WORK REQUIRED ::
An exact copy of the listing below is needed, with no pictures in it.

RECORDS SHOWN ::
--
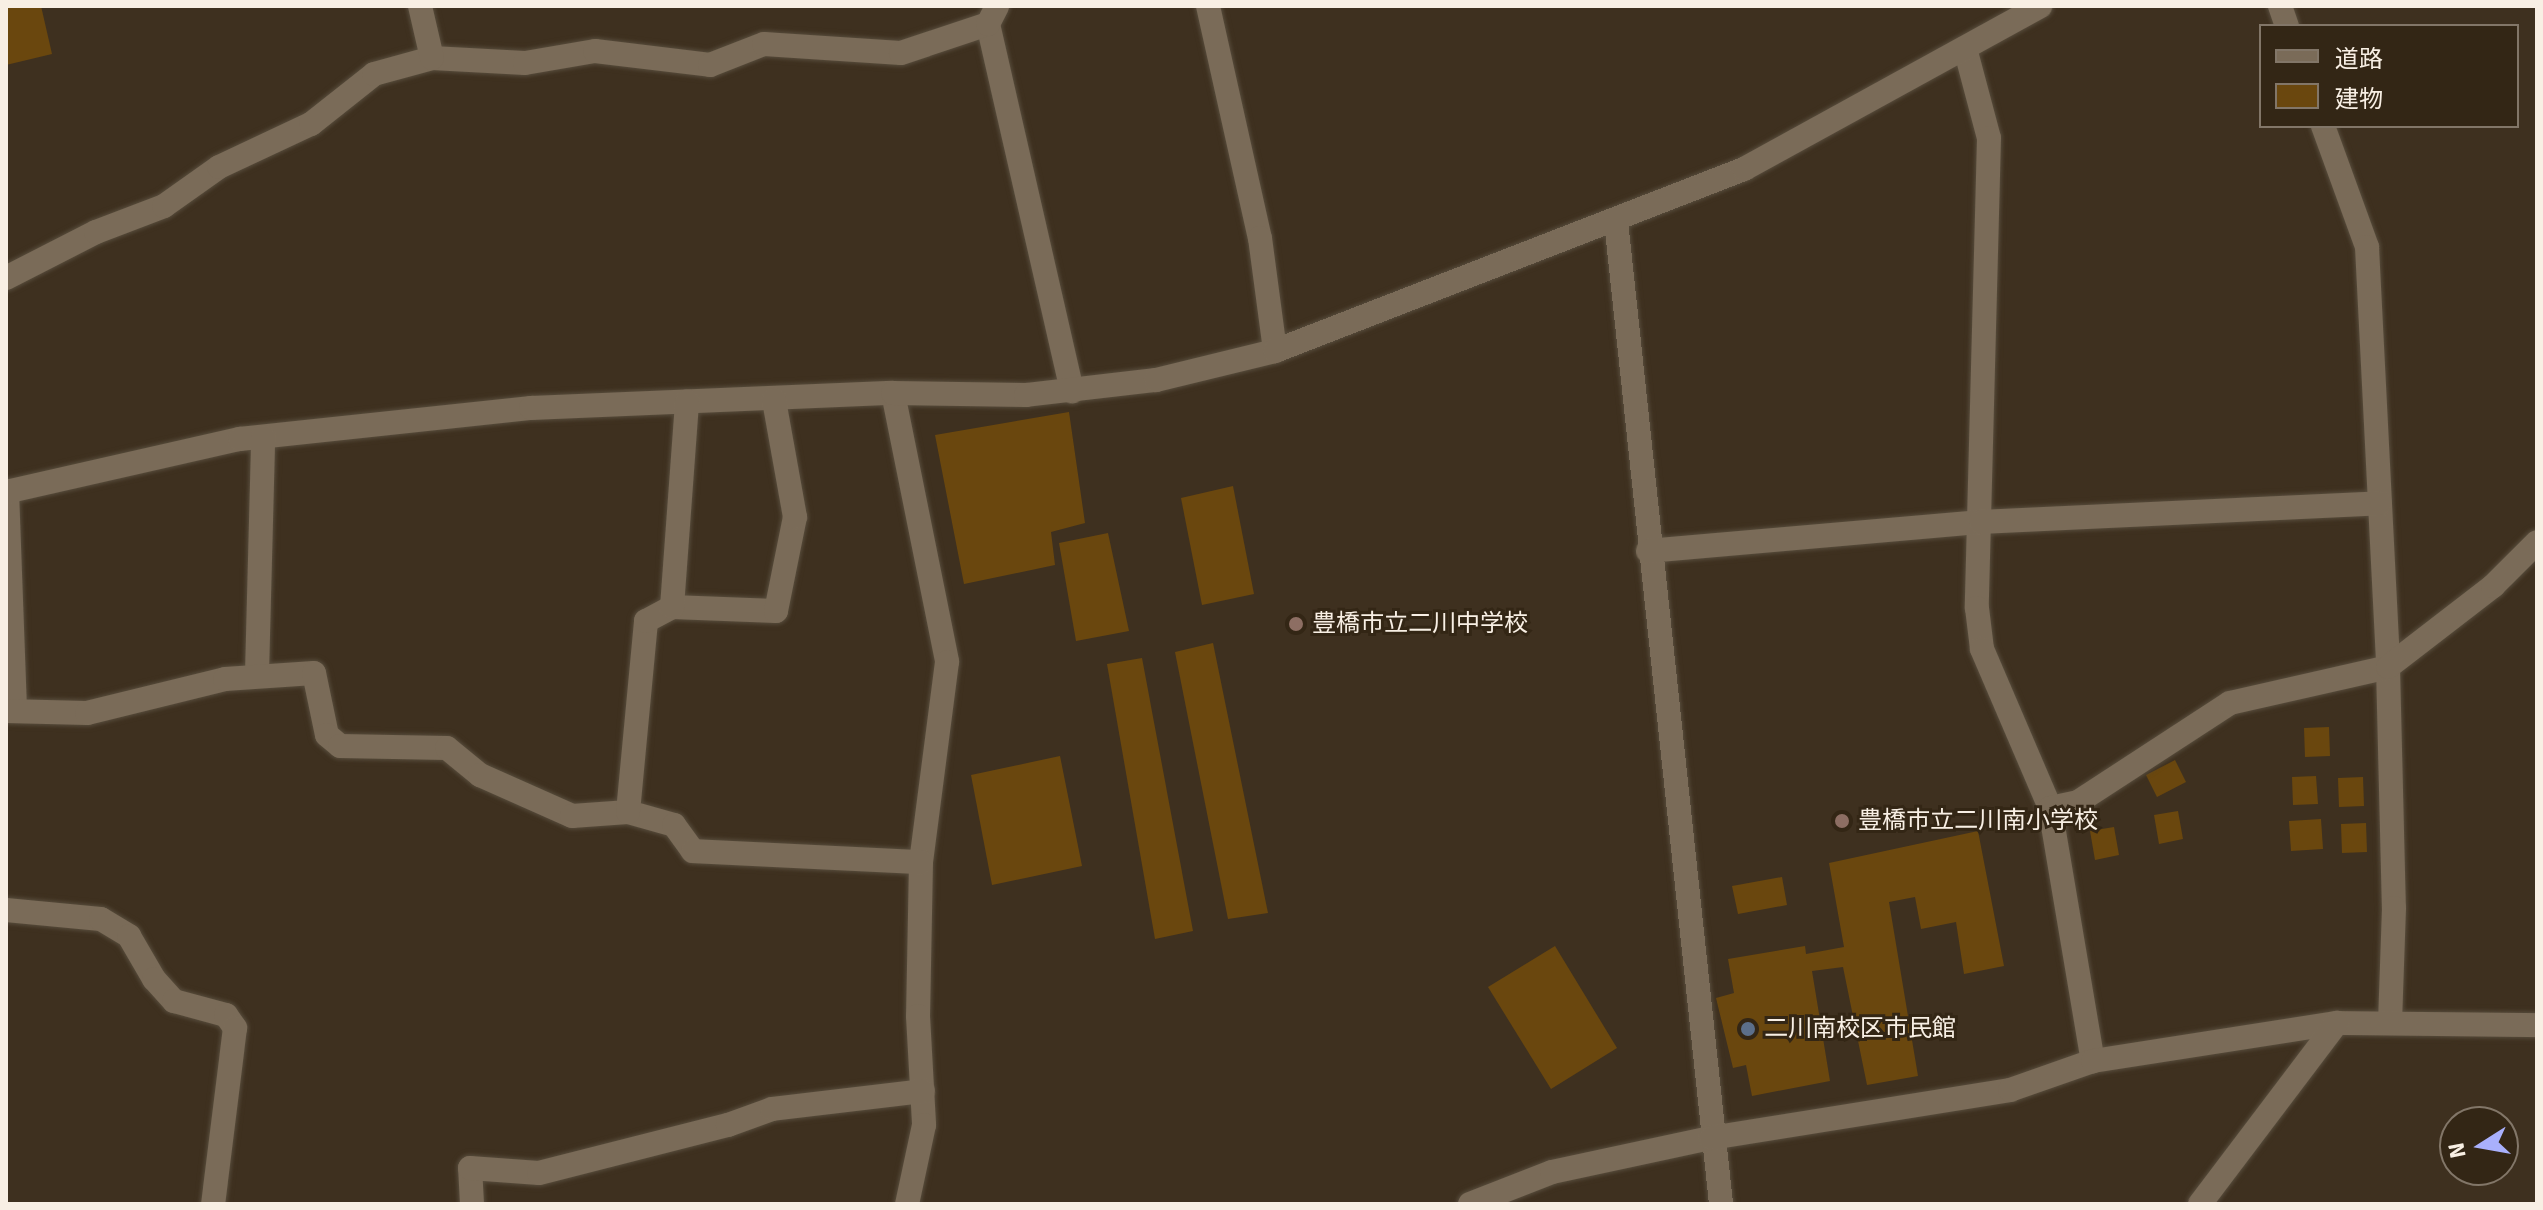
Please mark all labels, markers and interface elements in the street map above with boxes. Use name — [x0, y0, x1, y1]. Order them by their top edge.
legend — [2259, 24, 2519, 128]
text: 道路 — [2335, 44, 2383, 74]
text: 建物 — [2335, 84, 2383, 114]
place label: 豊橋市立二川中学校 — [1312, 610, 1528, 638]
marker: 豊橋市立二川中学校 — [1287, 615, 1305, 633]
place label: 豊橋市立二川南小学校 — [1858, 807, 2098, 835]
marker: 豊橋市立二川南小学校 — [1833, 812, 1851, 830]
place label: 二川南校区市民館 — [1764, 1015, 1956, 1043]
marker: 二川南校区市民館 — [1739, 1020, 1757, 1038]
north arrow — [2439, 1106, 2519, 1186]
text: N — [2442, 1140, 2472, 1160]

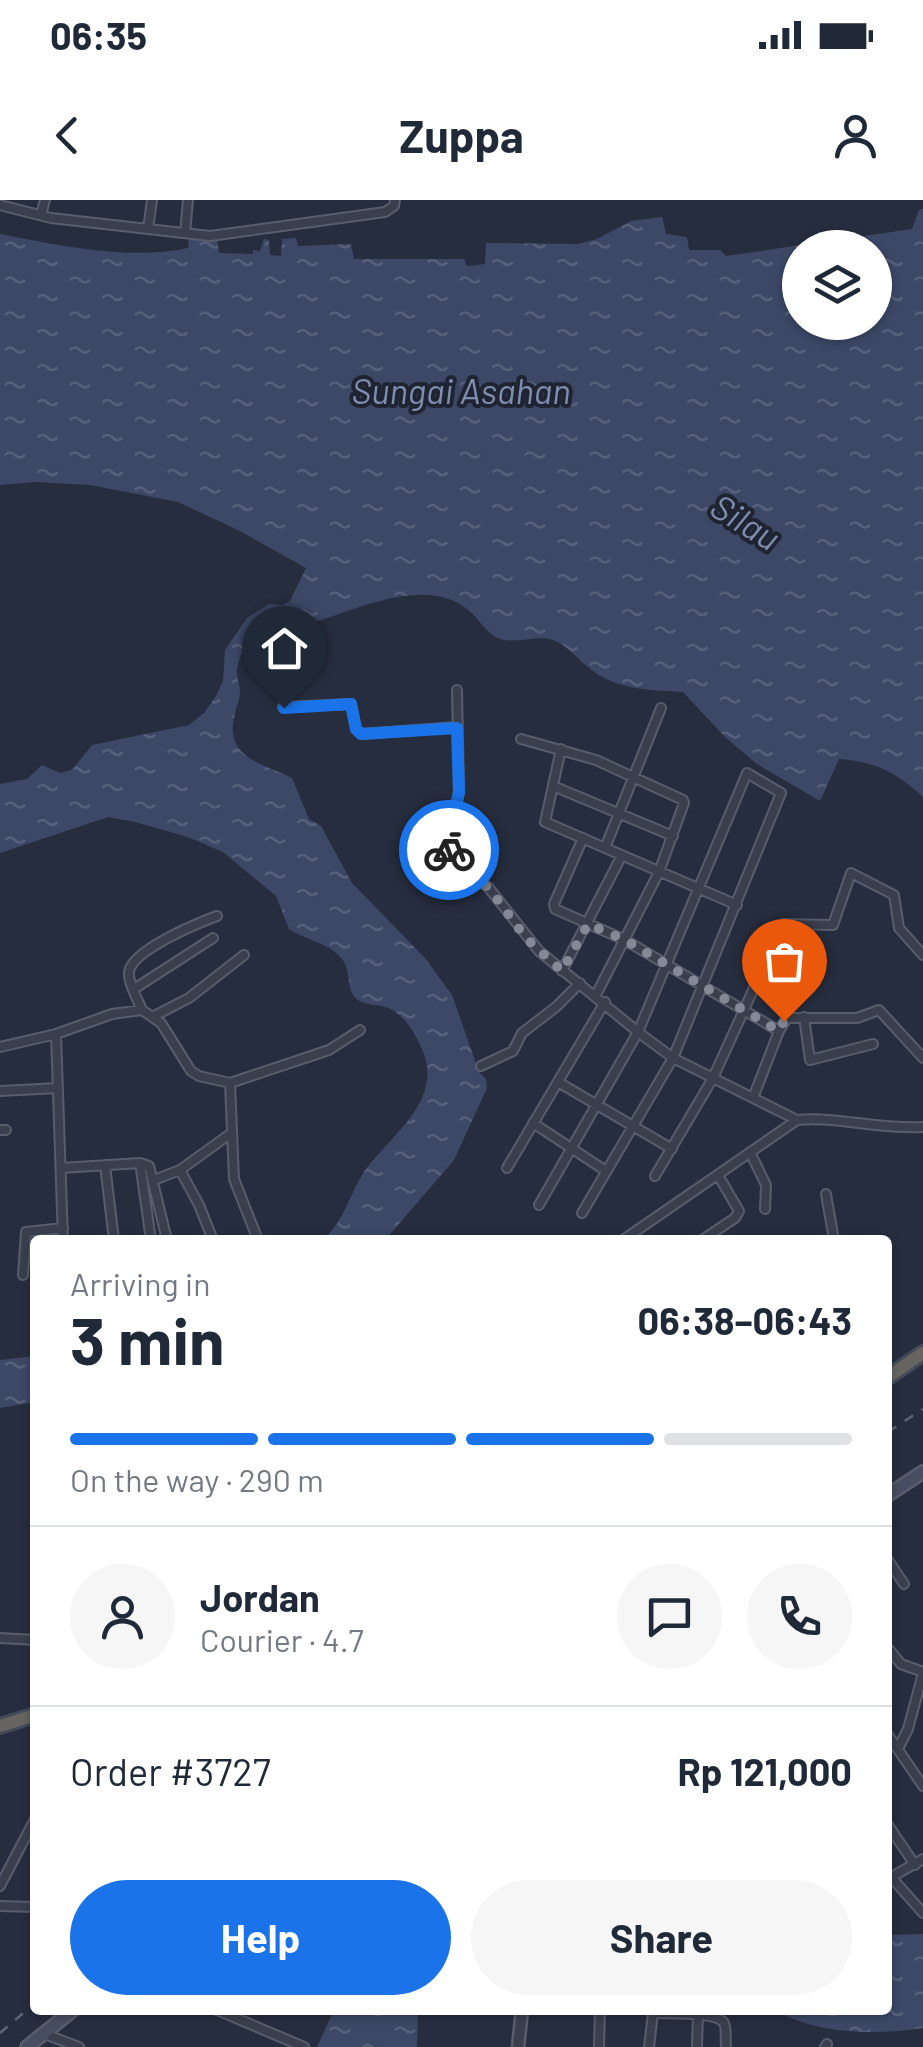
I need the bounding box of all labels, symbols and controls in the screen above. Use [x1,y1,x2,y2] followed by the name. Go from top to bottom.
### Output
--
OUTPUT OF THE TASK ::
Please mark all labels, markers and interface elements in the street map above with boxes. Use name — [x0, y0, x1, y1]. Order them by their top edge.
legend — [2259, 24, 2519, 128]
text: 道路 — [2335, 44, 2383, 74]
text: 建物 — [2335, 84, 2383, 114]
place label: 豊橋市立二川中学校 — [1312, 610, 1528, 638]
marker: 豊橋市立二川中学校 — [1287, 615, 1305, 633]
place label: 豊橋市立二川南小学校 — [1858, 807, 2098, 835]
marker: 豊橋市立二川南小学校 — [1833, 812, 1851, 830]
place label: 二川南校区市民館 — [1764, 1015, 1956, 1043]
marker: 二川南校区市民館 — [1739, 1020, 1757, 1038]
north arrow — [2439, 1106, 2519, 1186]
text: N — [2442, 1140, 2472, 1160]

I need the bounding box of all labels, symbols and controls in the screen above. Use [x1,y1,x2,y2] followed by the name. Go from top to bottom.
### Output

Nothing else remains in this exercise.